Amendments to Toronto Stock Exchange Rules on Normal Course Issuer Bids 

publication 

May 11, 2007 - (Corporate Finance & Securities Alert May 11, 2007)

Corporate Finance & Securities Alert May 11, 2007

On April 28, 2007, the Toronto Stock Exchange ("TSX") announced amendments (the "Amendments") to its policies on normal course issuer bids ("NCIBs").  The Amendments come into effect on June 1, 2007 and apply to NCIBs filed with the TSX on or after June 1, 2007.  NCIBs commenced or accepted by the TSX prior to June 1, 2007 may comply with the existing rules until the expiry of that bid.  An issuer whose NCIB is eligible to comply with the existing rules may elect to comply with the Amendments by filing with the TSX a revised Notice of Intention to make a NCIB and by issuing a news release announcing the revisions to its NCIB. 

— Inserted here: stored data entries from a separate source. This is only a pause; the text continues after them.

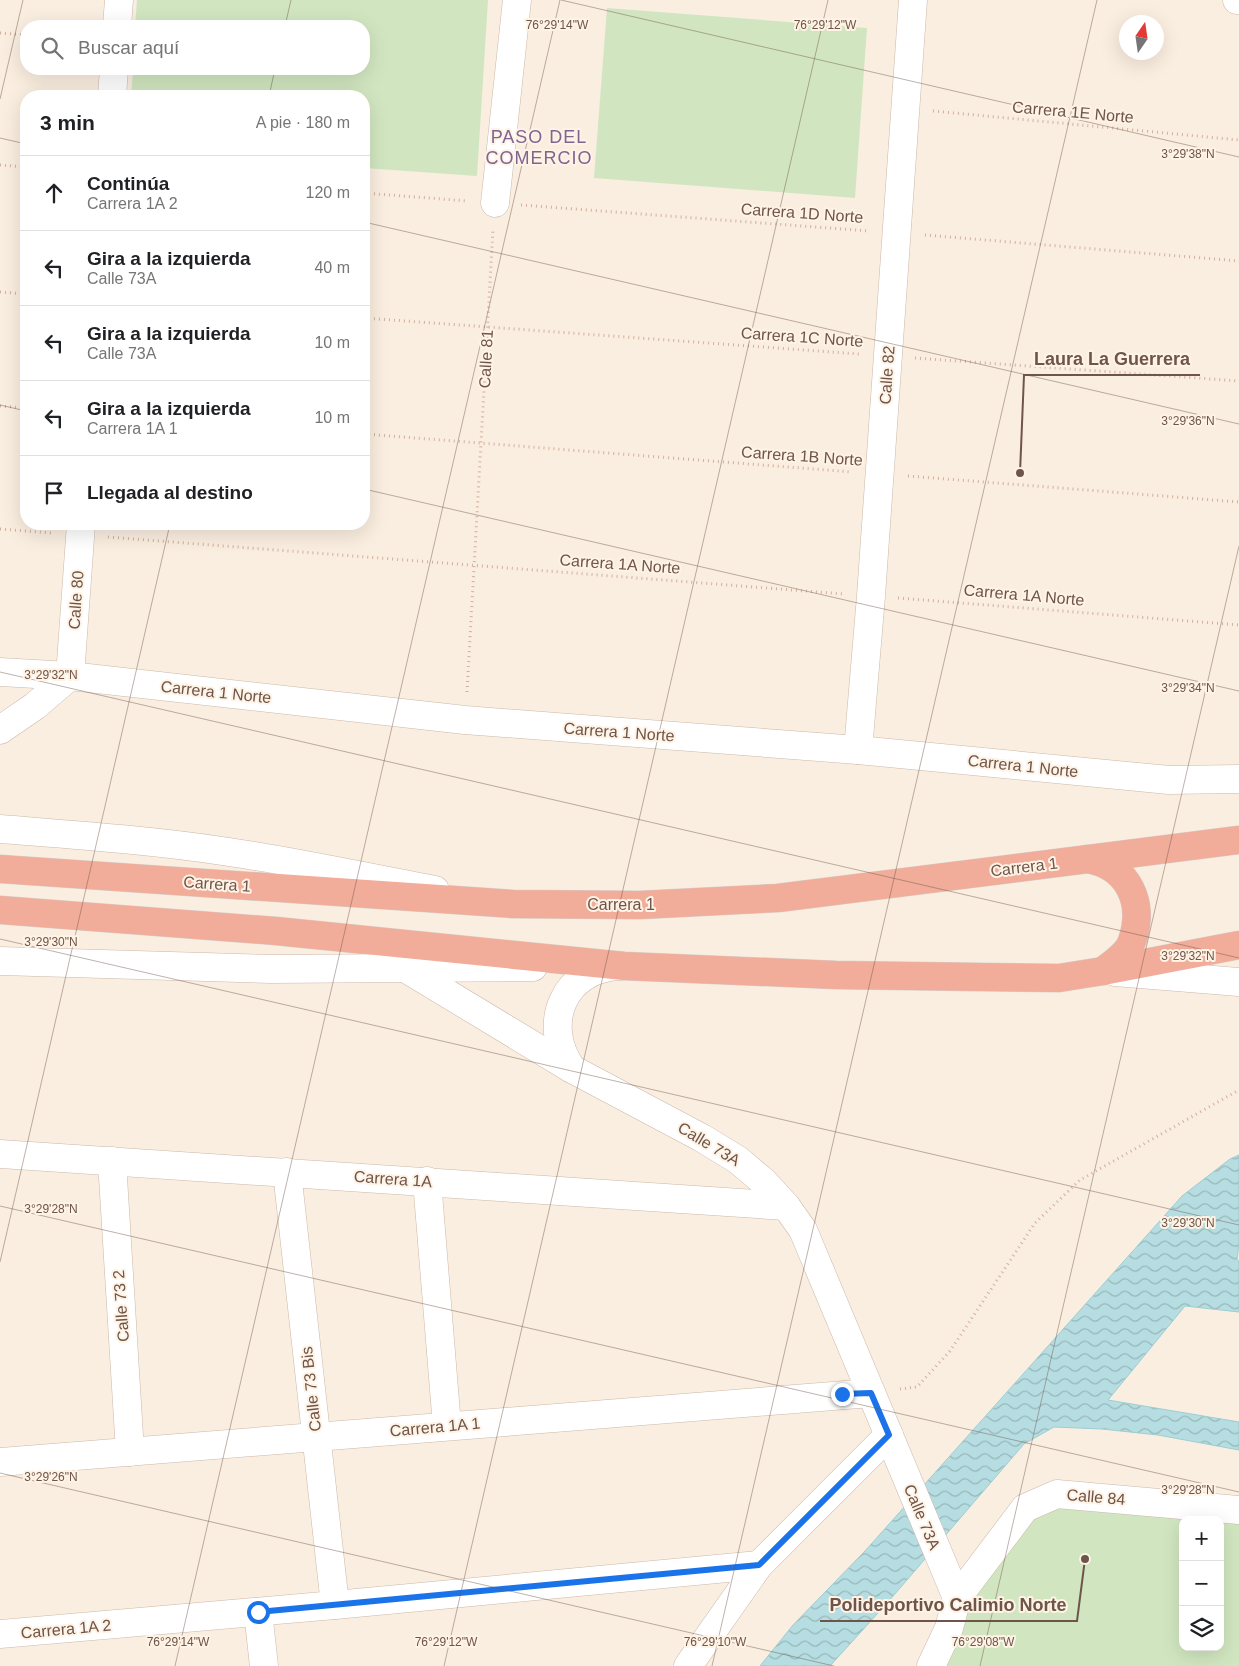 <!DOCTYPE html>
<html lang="es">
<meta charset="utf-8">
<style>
:root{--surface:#fff;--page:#f2f2f2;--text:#202124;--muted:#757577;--line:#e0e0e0}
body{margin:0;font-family:Arial,sans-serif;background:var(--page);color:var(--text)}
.controls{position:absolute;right:15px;bottom:15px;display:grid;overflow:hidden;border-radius:10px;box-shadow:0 5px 20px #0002}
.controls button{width:45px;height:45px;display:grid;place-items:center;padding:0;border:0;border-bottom:1px solid var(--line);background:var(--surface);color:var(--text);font:25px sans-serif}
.compass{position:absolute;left:1119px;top:15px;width:45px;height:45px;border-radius:50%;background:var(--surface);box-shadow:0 5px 20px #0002;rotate:13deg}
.stop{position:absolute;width:15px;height:15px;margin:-11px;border:4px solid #1a73e8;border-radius:50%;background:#fff}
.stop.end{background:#1a73e8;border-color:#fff;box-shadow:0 1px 5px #0008}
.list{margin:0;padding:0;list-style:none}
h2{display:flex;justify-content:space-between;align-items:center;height:65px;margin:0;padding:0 20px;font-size:21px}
h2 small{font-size:16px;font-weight:400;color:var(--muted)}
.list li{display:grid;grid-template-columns:32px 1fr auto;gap:15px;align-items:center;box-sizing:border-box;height:75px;padding:0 20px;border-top:1px solid var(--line)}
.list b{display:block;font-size:19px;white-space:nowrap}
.list p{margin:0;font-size:16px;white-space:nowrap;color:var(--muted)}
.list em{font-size:16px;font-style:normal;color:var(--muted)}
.icon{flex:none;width:28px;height:28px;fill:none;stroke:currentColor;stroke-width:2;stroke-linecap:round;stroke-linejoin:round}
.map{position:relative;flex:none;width:1239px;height:1666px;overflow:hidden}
.search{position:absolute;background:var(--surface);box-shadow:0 5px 20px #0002;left:20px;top:20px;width:350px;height:55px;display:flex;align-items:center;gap:12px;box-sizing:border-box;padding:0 18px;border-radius:20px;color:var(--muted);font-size:19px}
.panel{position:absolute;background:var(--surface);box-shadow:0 5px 20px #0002;left:20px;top:90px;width:350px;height:440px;border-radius:20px}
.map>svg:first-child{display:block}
.pitch{fill:#d1e6c0;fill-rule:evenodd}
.water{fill:url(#water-waves);stroke:#9dcdd3}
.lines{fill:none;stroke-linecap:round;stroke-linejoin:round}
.minor-casing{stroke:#ccb8ab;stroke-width:29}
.highway-casing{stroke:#d7cfcc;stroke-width:29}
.path{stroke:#d2af9d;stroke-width:3;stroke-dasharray:1 4;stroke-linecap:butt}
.minor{stroke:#fff;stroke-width:28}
.highway{stroke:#f1ac9a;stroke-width:28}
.route{stroke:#1a73e8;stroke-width:6}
.ticks{fill:none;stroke:#6f5449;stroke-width:1;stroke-opacity:0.45}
.labels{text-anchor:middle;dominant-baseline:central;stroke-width:4;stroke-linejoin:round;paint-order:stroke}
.street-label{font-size:16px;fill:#6f5449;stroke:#fef3e5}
.neighbourhood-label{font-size:18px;letter-spacing:1px;fill:#806592;stroke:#fef3e5}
.ticks-label{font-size:12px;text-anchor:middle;fill:#6f5449;stroke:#fef3e5;stroke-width:4;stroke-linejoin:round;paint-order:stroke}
.leader{fill:none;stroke:#6f5449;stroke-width:2}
.callout-dot{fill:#6f5449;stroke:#fef3e5;stroke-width:2}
.callout-label{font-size:18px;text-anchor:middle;font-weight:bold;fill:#6f5449;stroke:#fef3e5;stroke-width:4;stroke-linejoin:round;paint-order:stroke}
</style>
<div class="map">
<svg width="1239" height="1666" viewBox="0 0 1239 1666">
<defs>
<pattern id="water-waves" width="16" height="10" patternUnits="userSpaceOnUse" patternTransform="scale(1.25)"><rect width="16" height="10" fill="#b6dee2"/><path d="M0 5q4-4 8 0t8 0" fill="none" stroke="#98b7b9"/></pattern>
</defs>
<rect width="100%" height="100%" fill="#faeee0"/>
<!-- pitch -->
<g class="pitch">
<polygon points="137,0 488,0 477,176 364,168 364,96 131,96 133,69 364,69 364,26 135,26"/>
<polygon points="607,8 867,28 855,198 594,178"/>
<path d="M1044 1499 1239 1510V1666H931L949 1628ZM1183 1520H1220V1647H1183Z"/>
</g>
<!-- water -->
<polygon class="water" points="1239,1155 1239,1243 1237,1260 1239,1261 1239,1312 1185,1306 1108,1400 1239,1422 1239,1450 1158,1435 1102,1429 1054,1427 1024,1444 888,1602 830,1666 760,1666 793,1625 865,1551 1182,1196 1230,1159"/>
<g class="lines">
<!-- minor casing -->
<g class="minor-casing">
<g id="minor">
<polyline points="1237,0 1239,0"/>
<polyline points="117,26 119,0"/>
<polyline points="112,96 114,69"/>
<polyline points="495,203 517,0"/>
<polyline points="0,672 70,676 465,720 858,750 1169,780 1239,779"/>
<polyline points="0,730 35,706 70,676 81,524"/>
<polyline points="858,750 871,596 913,0"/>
<path d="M0 829C74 835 149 840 222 851 294 861 364 877 435 890"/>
<polyline points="0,961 271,969 533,967"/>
<polyline points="405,968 572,1069 702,1138 738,1160 764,1182 786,1206 803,1230 957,1598"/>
<polyline points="1115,972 1239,982"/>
<path d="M572 1069C540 1024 564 967 621 966"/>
<polyline points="0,1154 786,1206"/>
<polyline points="112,1161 130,1452"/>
<polyline points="287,1172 335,1605"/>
<polyline points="427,1181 447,1426"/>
<polyline points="0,1462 871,1393"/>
<polyline points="258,1612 264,1666"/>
<polyline points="0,1634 335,1605 759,1565"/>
<polyline points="688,1666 759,1565 889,1435"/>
<polyline points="931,1666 949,1628 957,1598 1025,1508 1057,1494 1239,1510"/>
</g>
</g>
<!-- highway casing -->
<g class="highway-casing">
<g id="highway">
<path d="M1087 859C1129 866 1145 903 1132 941 1128 954 1113 963 1103 971"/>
<polyline points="0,869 513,904 640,905 778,898 1239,840"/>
<polyline points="0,910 276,931 624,966 836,975 1059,978 1103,971 1239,945"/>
</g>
</g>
<!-- path -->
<g class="path">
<polyline points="0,33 26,35"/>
<polyline points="933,111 1239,140"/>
<polyline points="0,165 26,167"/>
<polyline points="364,193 468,201"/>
<polyline points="521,205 869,231"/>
<polyline points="925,235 1239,261"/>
<polyline points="0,292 26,294"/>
<polyline points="364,318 859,354"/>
<polyline points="915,358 1239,381"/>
<polyline points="0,406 26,408"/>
<polyline points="364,434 852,472"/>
<polyline points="908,476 1239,502"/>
<polyline points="0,529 52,533"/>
<polyline points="108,537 844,594"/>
<polyline points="898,598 1239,625"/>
<polyline points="467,692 493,229"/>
<polyline points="900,1389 917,1387 950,1351 1035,1223 1080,1180 1239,1090"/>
</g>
<!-- minor -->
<use href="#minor" class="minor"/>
<!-- highway -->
<use href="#highway" class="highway"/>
</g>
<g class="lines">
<!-- route -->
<polyline class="route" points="258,1612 759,1565 889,1435 871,1393 842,1394"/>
</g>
<!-- ticks -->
<path class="ticks" d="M561 0 1239 157M285 26 291 0M269 96 275 69M0 99 23 0M0 138 26 144M364 222 1239 424M0 405 26 411M364 489 1239 691M0 672 1239 958M0 939 1239 1225M0 1206 1239 1492M0 1262 170 524M0 1473 834 1666M175 1666 560 0M444 1666 828 0M712 1666 1097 0M980 1666 1239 546"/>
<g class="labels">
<!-- street labels -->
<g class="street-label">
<text transform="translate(1073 112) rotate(5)">Carrera 1E Norte</text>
<text transform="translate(802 213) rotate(4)">Carrera 1D Norte</text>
<text transform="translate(802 337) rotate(4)">Carrera 1C Norte</text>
<text transform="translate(486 359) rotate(-87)">Calle 81</text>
<text transform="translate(887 375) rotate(-86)">Calle 82</text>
<text transform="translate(802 456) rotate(4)">Carrera 1B Norte</text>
<text transform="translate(620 564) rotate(4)">Carrera 1A Norte</text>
<text transform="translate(1024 595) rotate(5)">Carrera 1A Norte</text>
<text transform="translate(76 600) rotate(-86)">Calle 80</text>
<text transform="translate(216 692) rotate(6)">Carrera 1 Norte</text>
<text transform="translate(619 732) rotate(4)">Carrera 1 Norte</text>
<text transform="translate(1023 766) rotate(6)">Carrera 1 Norte</text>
<text transform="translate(1024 867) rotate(-7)">Carrera 1</text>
<text transform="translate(217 884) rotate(4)">Carrera 1</text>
<text x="621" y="904">Carrera 1</text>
<text transform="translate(709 1144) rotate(31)">Calle 73A</text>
<text transform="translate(393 1179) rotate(4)">Carrera 1A</text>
<text transform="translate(121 1306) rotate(-94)">Calle 73 2</text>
<text transform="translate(311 1389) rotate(-96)">Calle 73 Bis</text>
<text transform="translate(435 1427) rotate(-5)">Carrera 1A 1</text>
<text transform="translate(1096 1497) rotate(5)">Calle 84</text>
<text transform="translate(922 1517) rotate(67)">Calle 73A</text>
<text transform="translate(66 1629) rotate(-5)">Carrera 1A 2</text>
</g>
<!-- neighbourhood labels -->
<g class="neighbourhood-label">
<text x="539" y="137">PASO DEL<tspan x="539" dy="21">COMERCIO</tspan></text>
</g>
</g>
<g class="ticks-label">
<text x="557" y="29">76°29'14"W</text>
<text x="825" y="29">76°29'12"W</text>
<text x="1188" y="158">3°29'38"N</text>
<text x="1188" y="425">3°29'36"N</text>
<text x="51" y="679">3°29'32"N</text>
<text x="1188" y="692">3°29'34"N</text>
<text x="51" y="946">3°29'30"N</text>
<text x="1188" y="960">3°29'32"N</text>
<text x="51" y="1213">3°29'28"N</text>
<text x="1188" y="1227">3°29'30"N</text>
<text x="51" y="1481">3°29'26"N</text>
<text x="1188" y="1494">3°29'28"N</text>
<text x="178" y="1646">76°29'14"W</text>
<text x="446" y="1646">76°29'12"W</text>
<text x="715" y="1646">76°29'10"W</text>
<text x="983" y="1646">76°29'08"W</text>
</g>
<!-- callouts -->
<path class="leader" d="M1020 473L1024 375H1200M1085 1559L1077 1621H820"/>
<g class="callout-dot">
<circle cx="1020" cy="473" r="5"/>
<circle cx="1085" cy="1559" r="5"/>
</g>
<g class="callout-label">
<text x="1112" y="365">Laura La Guerrera</text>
<text x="948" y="1611">Polideportivo Calimio Norte</text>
</g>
</svg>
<div class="controls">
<button>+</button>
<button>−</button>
<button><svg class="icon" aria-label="layers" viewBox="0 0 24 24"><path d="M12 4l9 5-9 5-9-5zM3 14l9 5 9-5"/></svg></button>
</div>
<svg class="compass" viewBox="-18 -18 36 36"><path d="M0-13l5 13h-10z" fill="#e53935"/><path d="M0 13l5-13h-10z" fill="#757577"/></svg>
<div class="stop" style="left:258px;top:1612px"></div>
<div class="stop end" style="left:842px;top:1394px"></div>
<div class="search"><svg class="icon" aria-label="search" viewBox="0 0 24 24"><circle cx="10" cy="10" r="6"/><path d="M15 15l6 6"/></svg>Buscar aquí</div>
<section class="panel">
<h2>3 min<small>A pie · 180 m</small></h2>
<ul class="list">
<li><svg class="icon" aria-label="ahead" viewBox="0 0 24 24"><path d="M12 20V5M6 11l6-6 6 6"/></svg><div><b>Continúa</b><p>Carrera 1A 2</p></div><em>120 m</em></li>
<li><svg class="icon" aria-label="left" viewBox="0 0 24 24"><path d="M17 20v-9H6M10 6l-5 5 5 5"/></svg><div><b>Gira a la izquierda</b><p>Calle 73A</p></div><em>40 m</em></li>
<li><svg class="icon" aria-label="left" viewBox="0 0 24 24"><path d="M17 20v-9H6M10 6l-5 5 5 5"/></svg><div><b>Gira a la izquierda</b><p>Calle 73A</p></div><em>10 m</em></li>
<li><svg class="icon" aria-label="left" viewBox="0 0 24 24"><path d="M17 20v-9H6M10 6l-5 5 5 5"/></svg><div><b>Gira a la izquierda</b><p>Carrera 1A 1</p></div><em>10 m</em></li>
<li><svg class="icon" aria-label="arrive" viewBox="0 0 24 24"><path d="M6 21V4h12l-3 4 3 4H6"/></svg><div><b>Llegada al destino</b></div></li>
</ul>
</section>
</div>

The principal changes arising from the Amendments are as follows:

  • Purchases under the NCIB in any 12-month period will continue to be limited to the greater of 5% of the number of securities outstanding on the date of acceptance of the NCIB by the TSX (but excluding any securities held by or on behalf of the issuer) and 10% of the "public float" on the date of acceptance of the NCIB.  "Public float" is defined as the number of securities of the class that are issued and outstanding less the number of securities beneficially owned, controlled or directed by the issuer, its senior officers and directors and those shareholders who own, control or direct 10% or more of any voting or equity securities. Pooled, escrowed or otherwise non‑transferable securities are also excluded in determining the public float. For purposes of determining the 5% or 10% annual thresholds, all securities purchased, whether through the facilities of the TSX or otherwise, must be included.
  • Where the number of outstanding securities of the issuer has increased by at least 25% from the time that the notice of the NCIB was accepted by the TSX, an issuer will be able to amend the terms of the NCIB to increase the maximum number of shares purchasable thereunder.
  • The existing requirement that purchases under the NCIB in any 30-day period be limited to a maximum of 2% of the outstanding securities of the class, has been removed for all issuers other than investment funds.
  • A daily limitation on purchases under the NCIB has been introduced for issuers other than investment funds. Daily purchases will be limited to the greater of 1,000 securities and 25% of the "average daily trading volume" of the securities of the class.  Average daily trading volume (or "ADTV") is defined as the average trading volume of the securities on the TSX for the most recently completed six calendar months preceding the date of acceptance of the notice of the NCIB, excluding any purchases made through the TSX under a NCIB during the six-month period.  For securities listed less than six months, the calculation will be based on the period commencing from the date of listing, which must be a minimum of four weeks.
  • One block purchase per week under the NCIB will be permitted and block purchases will not be subject to the daily limits.  Block purchases will, however, be subject to the annual purchase limits.  A "block" refers to a quantity of securities that:
    • has a purchase price of $200,000 or more;
    • is at least 5,000 securities with a purchase price of at least $50,000; or
    • is at least 20 board lots of the security and totals 150% or more of the ADTV for that security.

Block purchases may not be made from insiders of the issuer. Once a block purchase has been made, no further purchases under the NCIB may be made on that trading day.

  • Purchases under the NCIB will be prohibited at the opening of trading and within 30 minutes of the close of trading.
  • Purchases under the NCIB must be by way of open market purchases and must not be at a price higher than the last independent board lot trade.  Pre-arranged trades and intentional crosses, other than in connection with a block purchase, will be prohibited.
  • As under the existing rules, issuers must submit a draft Notice of Intention to Make a NCIB to the TSX which, once approved by the TSX, must be finalized, signed and submitted at least two clear trading days prior to the commencement of the NCIB.  A summary of the material information contained in the Notice of Intention will need to be disclosed in the next annual report, proxy circular, quarterly report or other document mailed to securityholders. 

The TSX believes that the amended rules will better allow issuers to repurchase their securities in a cost effective manner while treating security holders fairly and not adversely impacting the market.

This article was issued as a Lang Michener Corporate Finance & Securities Alert May 11, 2007.